All that said, some major emerging technologies will have a dramatic effect on our industry thanks to millennial use, including wearable technology and driverless cars. Can you foresee the day when the actual smartphone is embedded in your clothes and/or uniform? When that happens, how can we regulate use in the workplace? Connecting wearable tech with networks and cars will be a very simple step.
Millennials are moving back into cities because they desire to be able to live, work, learn, and play within a much smaller dimension than during past trends of suburban sprawl. The driverless vehicle will facilitate that ability, so they can move to the city and still have access to vehicles that could be idle far outside city limits, where parking is easier to come by and will be much cheaper. The millennial can activate his idled vehicle with wearable technology to come pick him up from his townhouse apartment without taking up a parking space. Remember the Hoff in “Knight Rider”? His Kitt car was essentially a driverless car, albeit a high-performance one.
So what does all this mean? Is this just the usual generational difference gap that every generation loves to complain about? Weren’t the greatest generation members complaining about the baby boomers before the boomers complained about Generation X? Perhaps this is true, but the exponential increase in technology in our everyday work environment has most certainly created some significant differences between our generations, both positive and negative. “Back in the day, walking to school uphill both ways in four feet of snow” clichés just don’t cut it anymore. The Internet has revolutionized the way we do business and the boomers and Generation Xers, including me, followed it as it transformed, and we adapted where we could.

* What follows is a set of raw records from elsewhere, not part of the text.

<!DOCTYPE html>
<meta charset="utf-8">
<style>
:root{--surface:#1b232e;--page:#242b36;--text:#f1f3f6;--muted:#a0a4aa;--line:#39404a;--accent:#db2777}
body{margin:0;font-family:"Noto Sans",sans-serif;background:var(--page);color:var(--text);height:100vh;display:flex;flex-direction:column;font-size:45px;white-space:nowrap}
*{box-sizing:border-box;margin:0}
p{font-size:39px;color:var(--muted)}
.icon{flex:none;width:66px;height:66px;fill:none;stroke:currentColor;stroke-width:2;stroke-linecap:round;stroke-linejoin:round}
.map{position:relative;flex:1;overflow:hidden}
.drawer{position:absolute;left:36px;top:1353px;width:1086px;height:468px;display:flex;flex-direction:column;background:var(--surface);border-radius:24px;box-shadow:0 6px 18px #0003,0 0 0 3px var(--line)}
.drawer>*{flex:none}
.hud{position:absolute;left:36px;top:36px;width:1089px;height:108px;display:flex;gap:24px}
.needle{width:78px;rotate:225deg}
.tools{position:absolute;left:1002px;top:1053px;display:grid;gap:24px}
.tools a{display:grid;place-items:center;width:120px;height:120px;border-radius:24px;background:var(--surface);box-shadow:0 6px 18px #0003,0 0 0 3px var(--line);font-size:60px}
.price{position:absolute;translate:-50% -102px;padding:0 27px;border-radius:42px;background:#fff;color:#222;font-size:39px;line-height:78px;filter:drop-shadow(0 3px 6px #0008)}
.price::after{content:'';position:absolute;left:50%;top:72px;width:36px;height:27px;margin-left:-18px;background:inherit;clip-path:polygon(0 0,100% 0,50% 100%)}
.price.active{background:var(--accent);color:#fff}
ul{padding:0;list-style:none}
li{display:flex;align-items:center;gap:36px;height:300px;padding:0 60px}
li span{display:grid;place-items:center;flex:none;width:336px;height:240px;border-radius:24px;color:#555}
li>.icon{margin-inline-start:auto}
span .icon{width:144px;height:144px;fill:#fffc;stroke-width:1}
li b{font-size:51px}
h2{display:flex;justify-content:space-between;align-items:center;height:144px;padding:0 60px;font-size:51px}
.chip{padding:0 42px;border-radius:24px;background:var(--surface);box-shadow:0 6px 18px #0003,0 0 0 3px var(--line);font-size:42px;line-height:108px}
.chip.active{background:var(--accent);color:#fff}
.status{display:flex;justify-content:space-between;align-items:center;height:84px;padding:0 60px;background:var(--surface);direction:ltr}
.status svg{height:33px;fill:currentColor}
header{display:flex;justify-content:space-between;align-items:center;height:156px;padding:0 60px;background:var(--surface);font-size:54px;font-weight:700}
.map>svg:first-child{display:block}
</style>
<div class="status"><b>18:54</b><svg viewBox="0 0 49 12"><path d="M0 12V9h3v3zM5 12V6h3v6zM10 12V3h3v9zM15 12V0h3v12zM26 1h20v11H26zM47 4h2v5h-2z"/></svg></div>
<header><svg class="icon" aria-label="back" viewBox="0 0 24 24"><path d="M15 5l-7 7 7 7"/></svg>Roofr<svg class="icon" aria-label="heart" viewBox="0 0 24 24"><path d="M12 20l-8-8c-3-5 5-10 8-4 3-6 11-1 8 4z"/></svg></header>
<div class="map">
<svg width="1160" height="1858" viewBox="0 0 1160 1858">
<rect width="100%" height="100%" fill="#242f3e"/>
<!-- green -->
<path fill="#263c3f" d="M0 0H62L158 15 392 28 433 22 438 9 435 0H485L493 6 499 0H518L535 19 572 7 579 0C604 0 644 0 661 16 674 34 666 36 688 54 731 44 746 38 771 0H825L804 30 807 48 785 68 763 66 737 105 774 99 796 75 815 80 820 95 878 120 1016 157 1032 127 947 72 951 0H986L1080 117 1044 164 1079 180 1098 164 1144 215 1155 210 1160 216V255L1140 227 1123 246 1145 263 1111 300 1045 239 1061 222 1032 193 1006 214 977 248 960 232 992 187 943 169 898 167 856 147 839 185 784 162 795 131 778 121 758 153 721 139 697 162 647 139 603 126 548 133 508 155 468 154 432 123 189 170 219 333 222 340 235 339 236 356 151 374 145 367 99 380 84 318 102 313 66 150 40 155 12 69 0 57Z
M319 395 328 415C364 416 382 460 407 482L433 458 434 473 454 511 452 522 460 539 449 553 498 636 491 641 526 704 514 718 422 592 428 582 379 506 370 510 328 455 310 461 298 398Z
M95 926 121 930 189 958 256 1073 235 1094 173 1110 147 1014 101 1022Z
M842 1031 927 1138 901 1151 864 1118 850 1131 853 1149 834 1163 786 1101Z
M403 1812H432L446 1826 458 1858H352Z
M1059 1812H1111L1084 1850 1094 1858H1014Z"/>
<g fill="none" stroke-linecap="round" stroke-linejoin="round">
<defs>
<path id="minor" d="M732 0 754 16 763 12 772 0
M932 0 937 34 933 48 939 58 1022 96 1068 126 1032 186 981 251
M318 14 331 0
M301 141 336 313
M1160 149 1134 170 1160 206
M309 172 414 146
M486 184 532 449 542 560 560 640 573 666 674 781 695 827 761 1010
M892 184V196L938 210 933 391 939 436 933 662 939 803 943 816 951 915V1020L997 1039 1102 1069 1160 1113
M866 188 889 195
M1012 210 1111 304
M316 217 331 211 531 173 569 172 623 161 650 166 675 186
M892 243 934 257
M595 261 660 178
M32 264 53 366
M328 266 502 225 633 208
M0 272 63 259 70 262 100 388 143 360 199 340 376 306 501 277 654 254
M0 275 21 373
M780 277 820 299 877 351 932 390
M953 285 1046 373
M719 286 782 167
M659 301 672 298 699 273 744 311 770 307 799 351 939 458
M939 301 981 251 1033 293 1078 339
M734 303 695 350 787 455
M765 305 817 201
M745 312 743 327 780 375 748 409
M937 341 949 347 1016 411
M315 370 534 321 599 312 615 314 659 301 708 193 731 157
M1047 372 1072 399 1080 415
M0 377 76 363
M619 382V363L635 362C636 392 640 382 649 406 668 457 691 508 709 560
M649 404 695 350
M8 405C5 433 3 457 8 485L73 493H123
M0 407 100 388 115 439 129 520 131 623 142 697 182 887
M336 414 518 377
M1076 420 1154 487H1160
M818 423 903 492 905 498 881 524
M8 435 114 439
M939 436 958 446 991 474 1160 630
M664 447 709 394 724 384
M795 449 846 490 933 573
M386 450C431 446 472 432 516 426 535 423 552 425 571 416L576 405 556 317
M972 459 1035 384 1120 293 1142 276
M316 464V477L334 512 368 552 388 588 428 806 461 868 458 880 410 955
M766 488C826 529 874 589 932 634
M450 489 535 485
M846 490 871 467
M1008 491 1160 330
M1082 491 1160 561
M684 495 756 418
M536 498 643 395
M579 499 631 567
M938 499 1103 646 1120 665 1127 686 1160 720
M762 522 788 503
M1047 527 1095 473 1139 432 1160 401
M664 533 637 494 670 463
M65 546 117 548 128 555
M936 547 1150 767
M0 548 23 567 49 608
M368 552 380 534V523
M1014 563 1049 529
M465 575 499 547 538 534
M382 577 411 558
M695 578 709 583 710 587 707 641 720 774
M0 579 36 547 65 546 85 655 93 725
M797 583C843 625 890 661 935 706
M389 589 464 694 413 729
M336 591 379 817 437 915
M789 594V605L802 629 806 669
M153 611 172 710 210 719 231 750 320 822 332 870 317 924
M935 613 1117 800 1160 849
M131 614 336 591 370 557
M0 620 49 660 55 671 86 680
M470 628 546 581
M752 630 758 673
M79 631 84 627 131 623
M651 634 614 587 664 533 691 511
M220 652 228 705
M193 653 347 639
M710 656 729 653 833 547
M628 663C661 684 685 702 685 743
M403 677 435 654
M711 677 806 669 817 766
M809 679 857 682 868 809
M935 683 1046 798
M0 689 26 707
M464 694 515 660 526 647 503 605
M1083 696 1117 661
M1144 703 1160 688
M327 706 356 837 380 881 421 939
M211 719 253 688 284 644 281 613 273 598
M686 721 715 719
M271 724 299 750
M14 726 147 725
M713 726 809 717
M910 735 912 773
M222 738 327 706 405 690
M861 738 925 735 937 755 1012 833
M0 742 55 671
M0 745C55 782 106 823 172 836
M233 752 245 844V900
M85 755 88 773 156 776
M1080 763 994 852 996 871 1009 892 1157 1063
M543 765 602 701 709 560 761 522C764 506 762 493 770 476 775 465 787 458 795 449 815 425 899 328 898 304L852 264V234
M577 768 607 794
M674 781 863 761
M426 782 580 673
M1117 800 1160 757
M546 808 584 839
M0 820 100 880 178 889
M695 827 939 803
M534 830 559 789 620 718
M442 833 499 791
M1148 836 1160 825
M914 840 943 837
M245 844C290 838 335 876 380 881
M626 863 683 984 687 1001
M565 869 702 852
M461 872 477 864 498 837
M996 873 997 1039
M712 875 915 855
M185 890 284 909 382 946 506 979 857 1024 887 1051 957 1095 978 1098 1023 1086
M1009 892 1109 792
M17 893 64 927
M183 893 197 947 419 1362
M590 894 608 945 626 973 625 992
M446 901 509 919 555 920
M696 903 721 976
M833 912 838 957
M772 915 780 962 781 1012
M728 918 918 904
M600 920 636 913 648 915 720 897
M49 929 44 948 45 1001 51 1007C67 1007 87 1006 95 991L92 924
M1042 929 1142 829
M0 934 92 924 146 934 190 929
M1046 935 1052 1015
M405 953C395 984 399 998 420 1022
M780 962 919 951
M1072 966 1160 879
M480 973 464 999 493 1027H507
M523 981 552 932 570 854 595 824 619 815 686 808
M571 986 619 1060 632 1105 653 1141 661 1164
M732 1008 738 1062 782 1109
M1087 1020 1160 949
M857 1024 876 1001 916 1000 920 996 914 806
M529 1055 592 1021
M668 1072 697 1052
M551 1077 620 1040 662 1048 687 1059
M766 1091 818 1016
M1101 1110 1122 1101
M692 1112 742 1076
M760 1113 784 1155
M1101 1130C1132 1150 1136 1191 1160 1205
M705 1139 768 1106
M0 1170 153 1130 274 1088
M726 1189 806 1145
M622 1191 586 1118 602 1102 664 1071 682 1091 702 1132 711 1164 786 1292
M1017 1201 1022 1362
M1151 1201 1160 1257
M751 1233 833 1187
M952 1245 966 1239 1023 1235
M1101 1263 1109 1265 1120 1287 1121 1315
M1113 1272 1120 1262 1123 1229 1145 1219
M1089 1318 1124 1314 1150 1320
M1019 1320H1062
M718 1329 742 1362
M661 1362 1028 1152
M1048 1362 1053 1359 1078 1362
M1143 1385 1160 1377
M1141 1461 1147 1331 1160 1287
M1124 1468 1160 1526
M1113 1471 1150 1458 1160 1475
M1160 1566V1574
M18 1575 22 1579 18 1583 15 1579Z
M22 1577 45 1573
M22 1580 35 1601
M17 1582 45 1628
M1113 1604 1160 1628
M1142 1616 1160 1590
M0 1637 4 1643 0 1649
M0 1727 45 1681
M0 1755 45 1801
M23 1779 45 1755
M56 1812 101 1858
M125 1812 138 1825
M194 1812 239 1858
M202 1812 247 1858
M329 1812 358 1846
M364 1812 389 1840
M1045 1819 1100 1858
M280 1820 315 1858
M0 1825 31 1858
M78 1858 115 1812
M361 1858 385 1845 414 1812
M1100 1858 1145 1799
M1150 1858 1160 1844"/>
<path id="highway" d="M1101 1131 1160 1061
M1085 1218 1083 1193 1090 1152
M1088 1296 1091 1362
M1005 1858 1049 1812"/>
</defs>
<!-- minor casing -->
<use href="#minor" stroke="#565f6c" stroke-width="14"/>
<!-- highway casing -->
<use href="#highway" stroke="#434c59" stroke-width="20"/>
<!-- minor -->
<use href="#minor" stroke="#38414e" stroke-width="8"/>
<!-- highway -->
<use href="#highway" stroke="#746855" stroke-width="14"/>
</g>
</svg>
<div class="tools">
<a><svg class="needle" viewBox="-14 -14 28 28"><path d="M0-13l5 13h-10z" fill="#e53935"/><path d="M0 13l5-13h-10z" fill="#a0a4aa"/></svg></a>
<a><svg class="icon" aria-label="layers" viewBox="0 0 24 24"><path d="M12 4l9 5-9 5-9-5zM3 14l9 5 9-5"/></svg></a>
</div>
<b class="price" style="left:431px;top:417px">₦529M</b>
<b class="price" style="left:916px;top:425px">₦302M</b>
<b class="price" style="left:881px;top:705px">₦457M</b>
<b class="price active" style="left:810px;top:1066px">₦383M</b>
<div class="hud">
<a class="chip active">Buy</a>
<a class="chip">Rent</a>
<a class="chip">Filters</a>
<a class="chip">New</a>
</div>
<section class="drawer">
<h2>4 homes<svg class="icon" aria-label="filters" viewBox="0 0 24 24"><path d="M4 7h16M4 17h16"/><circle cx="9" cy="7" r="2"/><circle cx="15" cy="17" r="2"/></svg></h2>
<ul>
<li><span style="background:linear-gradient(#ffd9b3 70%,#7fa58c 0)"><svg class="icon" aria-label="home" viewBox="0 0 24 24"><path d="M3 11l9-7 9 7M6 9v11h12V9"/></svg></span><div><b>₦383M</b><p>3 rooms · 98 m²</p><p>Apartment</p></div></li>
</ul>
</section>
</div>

The millennials, however, haven’t adapted. They don’t need to. They thrive on this technology because they grew up with it as part of their daily lives. They cannot understand how the Internet has revolutionized many things—it’s always been this way. They cannot understand work life before pushing the Easy Button. They cannot envision life before the personal computer or the smartphone. Perhaps that is the negative: They don’t understand that what they have has come so far from what it was in terms of the business environment.
They are also connected like no generation before to their outside network. This connectedness provides a confidence in their abilities and allows them to be more open to change. This by itself can present a potential problem when they’re working with an older generation that has “always done it that way.” Conflicts arise.
What’s It All Mean?
Working with millennials and having them in your organization is something you must embrace! We are all professionals, and while they may be a different generation, understanding millennials is crucial to being successful in the business environment.
Understanding can dramatically improve your relations with younger colleagues and allow you to better embrace them in the workplace and when serving them as customers. Engaging them with genuine discussions on their and your needs without a generational gap discussion will show immediate results.
Consider challenging them to differentiate themselves in the marketplace. Allow them flexibility in their work environment where you can reasonably do so. Show them that you’re trying to understand their ideas and priorities. It will benefit everyone.